The easiest way to separate substrings from a line string

Sarawut_Poaitwinyu · 9 July 2009 10:12

I have working on tag system and There is information like this

"important urgent project 2009"

i want to seperate into word, one word at the time is okay

What is the easiest way to separate those string word by word, space
between each word might has more than 1.

My idea is to use loop to check character by character that it is space
or not, and then cut the part, but i thought it might have easier way
that i don't know

Thank you in advance

···

--
Posted via http://www.ruby-forum.com/.

David_A_Black1 · 9 July 2009 10:16

Hi --

···

On Thu, 9 Jul 2009, Sarawut Poaitwinyu wrote:

I have working on tag system and There is information like this

"important urgent project 2009"

i want to seperate into word, one word at the time is okay

What is the easiest way to separate those string word by word, space
between each word might has more than 1.

My idea is to use loop to check character by character that it is space
or not, and then cut the part, but i thought it might have easier way
that i don't know

words = string.split

When you call split with no argument, it splits on whitespace
(including more than one character).

David

--
David A. Black / Ruby Power and Light, LLC
Ruby/Rails consulting & training: http://www.rubypal.com
Now available: The Well-Grounded Rubyist (http://manning.com/black2\)
Training! Intro to Ruby, with Black & Kastner, September 14-17
(More info: http://rubyurl.com/vmzN\)

Sarawut_Poaitwinyu · 9 July 2009 10:21

David A. Black wrote:

Hi --

or not, and then cut the part, but i thought it might have easier way
that i don't know

words = string.split

When you call split with no argument, it splits on whitespace
(including more than one character).

David

Thank you , i will try

···

On Thu, 9 Jul 2009, Sarawut Poaitwinyu wrote:

--
Posted via http://www.ruby-forum.com/\.

Robert_K1 · 9 July 2009 16:06

I am more like the "positive" guy - meaning explicitly defining what I
want returned. I would do

words = string.scan /\w+/

That way dot, question mark and other signs won't hurt. It may not
make a difference but it's probably good to see different approaches.

Kind regards

robert

···

2009/7/9 David A. Black <dblack@rubypal.com>:

Hi --

On Thu, 9 Jul 2009, Sarawut Poaitwinyu wrote:

I have working on tag system and There is information like this

"important urgent project 2009"

i want to seperate into word, one word at the time is okay

What is the easiest way to separate those string word by word, space
between each word might has more than 1.

My idea is to use loop to check character by character that it is space
or not, and then cut the part, but i thought it might have easier way
that i don't know

words = string.split

When you call split with no argument, it splits on whitespace
(including more than one character).

--
remember.guy do |as, often| as.you_can - without end
http://blog.rubybestpractices.com/

David_A_Black1 · 9 July 2009 16:50

Hi --

···

On Fri, 10 Jul 2009, Robert Klemme wrote:

2009/7/9 David A. Black <dblack@rubypal.com>:

Hi --

On Thu, 9 Jul 2009, Sarawut Poaitwinyu wrote:

I have working on tag system and There is information like this

"important urgent project 2009"

i want to seperate into word, one word at the time is okay

What is the easiest way to separate those string word by word, space
between each word might has more than 1.

My idea is to use loop to check character by character that it is space
or not, and then cut the part, but i thought it might have easier way
that i don't know

words = string.split

When you call split with no argument, it splits on whitespace
(including more than one character).

I am more like the "positive" guy - meaning explicitly defining what I
want returned. I would do

words = string.scan /\w+/

That way dot, question mark and other signs won't hurt. It may not
make a difference but it's probably good to see different approaches.
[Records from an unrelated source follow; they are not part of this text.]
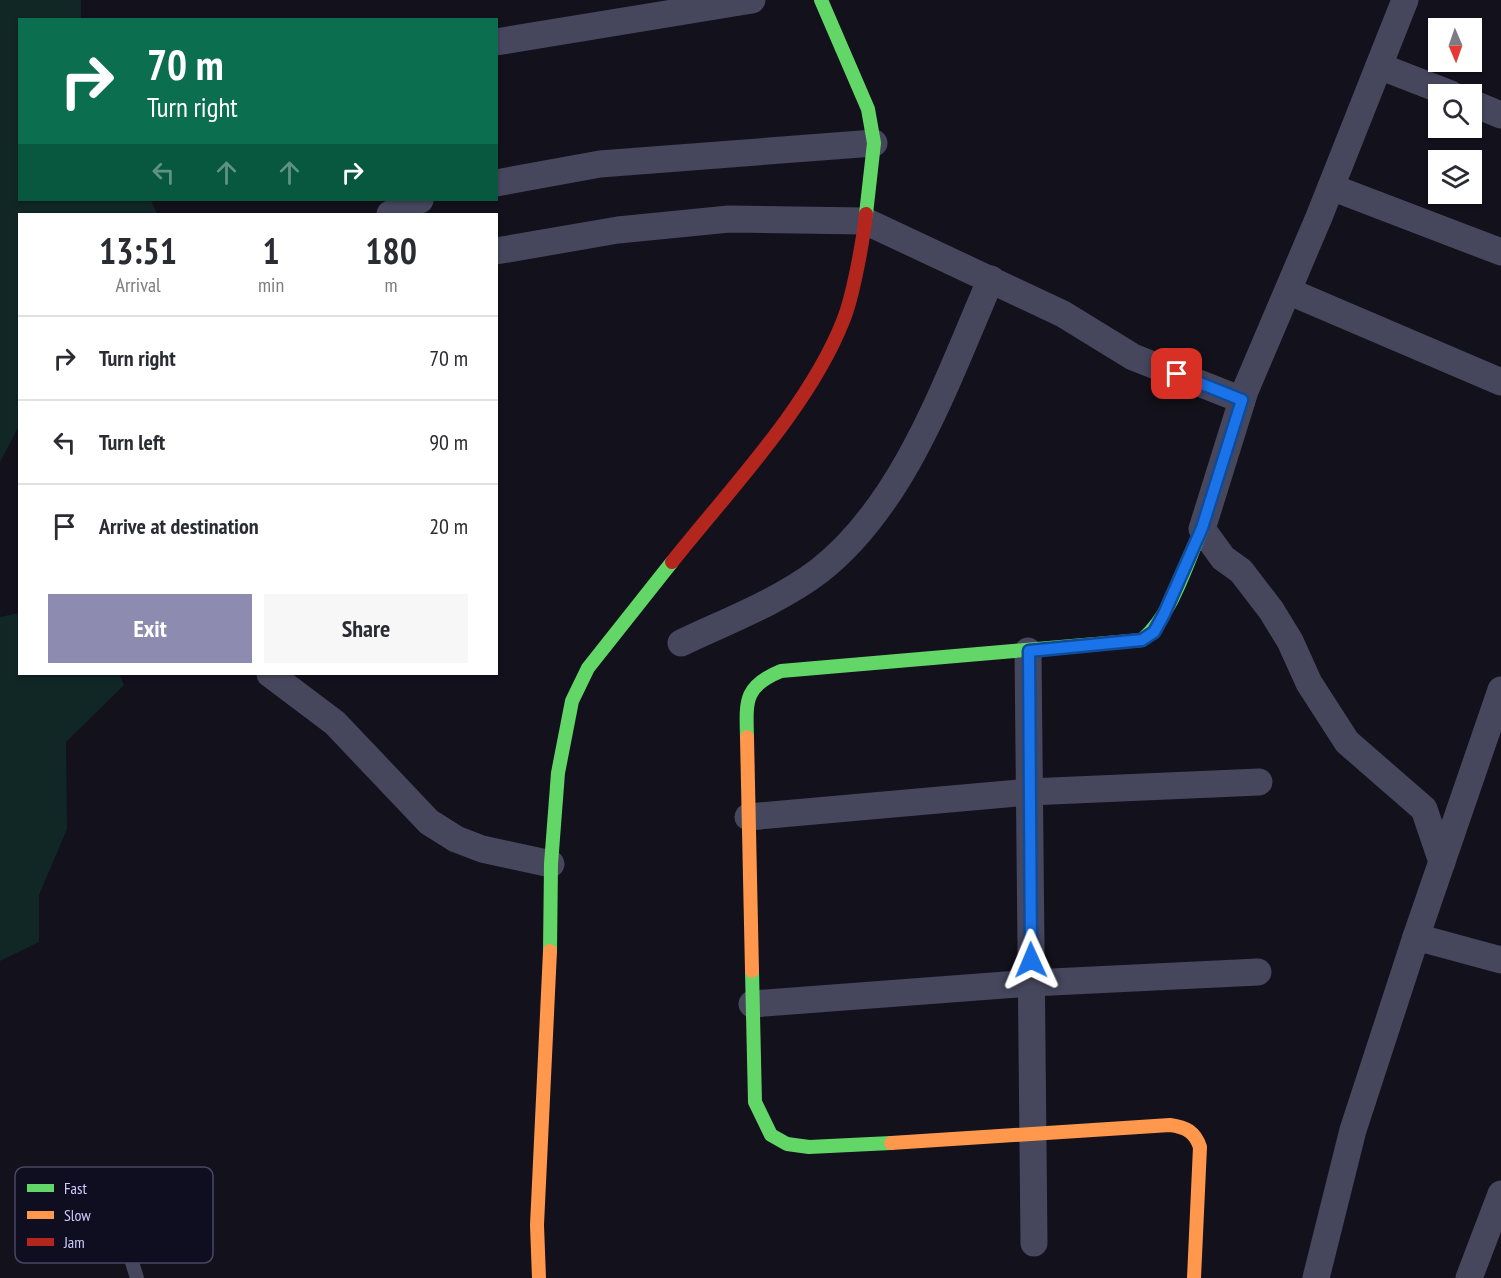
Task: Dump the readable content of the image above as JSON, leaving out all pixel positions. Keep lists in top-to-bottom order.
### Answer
{
  "legend": ["Fast", "Slow", "Jam"],
  "north": "bottom",
  "page": {
    "turn": ["70 m", "Turn right"],
    "eta": [
      "13:51",
      "Arrival",
      "1",
      "min",
      "180",
      "m"
    ],
    "list": [
      {
        "name": "Turn right",
        "value": "70 m"
      },
      {
        "name": "Turn left",
        "value": "90 m"
      },
      {
        "name": "Arrive at destination",
        "value": "20 m"
      }
    ],
    "buttons": ["Exit", "Share"]
  }
}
string.split does explicitly define what I want back; it's just
something different from what you want back It depends exactly how
you define "word". I was assuming it was /\S+/ but it may indeed be
/\w+/ (or maybe /[^\W\d_]+/ or something).

David

--
David A. Black / Ruby Power and Light, LLC
Ruby/Rails consulting & training: http://www.rubypal.com
Now available: The Well-Grounded Rubyist (http://manning.com/black2\)
Training! Intro to Ruby, with Black & Kastner, September 14-17
(More info: http://rubyurl.com/vmzN\)

Robert_K1 · 9 July 2009 20:40

words = string.split

When you call split with no argument, it splits on whitespace
(including more than one character).

I am more like the "positive" guy - meaning explicitly defining what I
want returned. I would do

words = string.scan /\w+/

That way dot, question mark and other signs won't hurt. It may not
make a difference but it's probably good to see different approaches.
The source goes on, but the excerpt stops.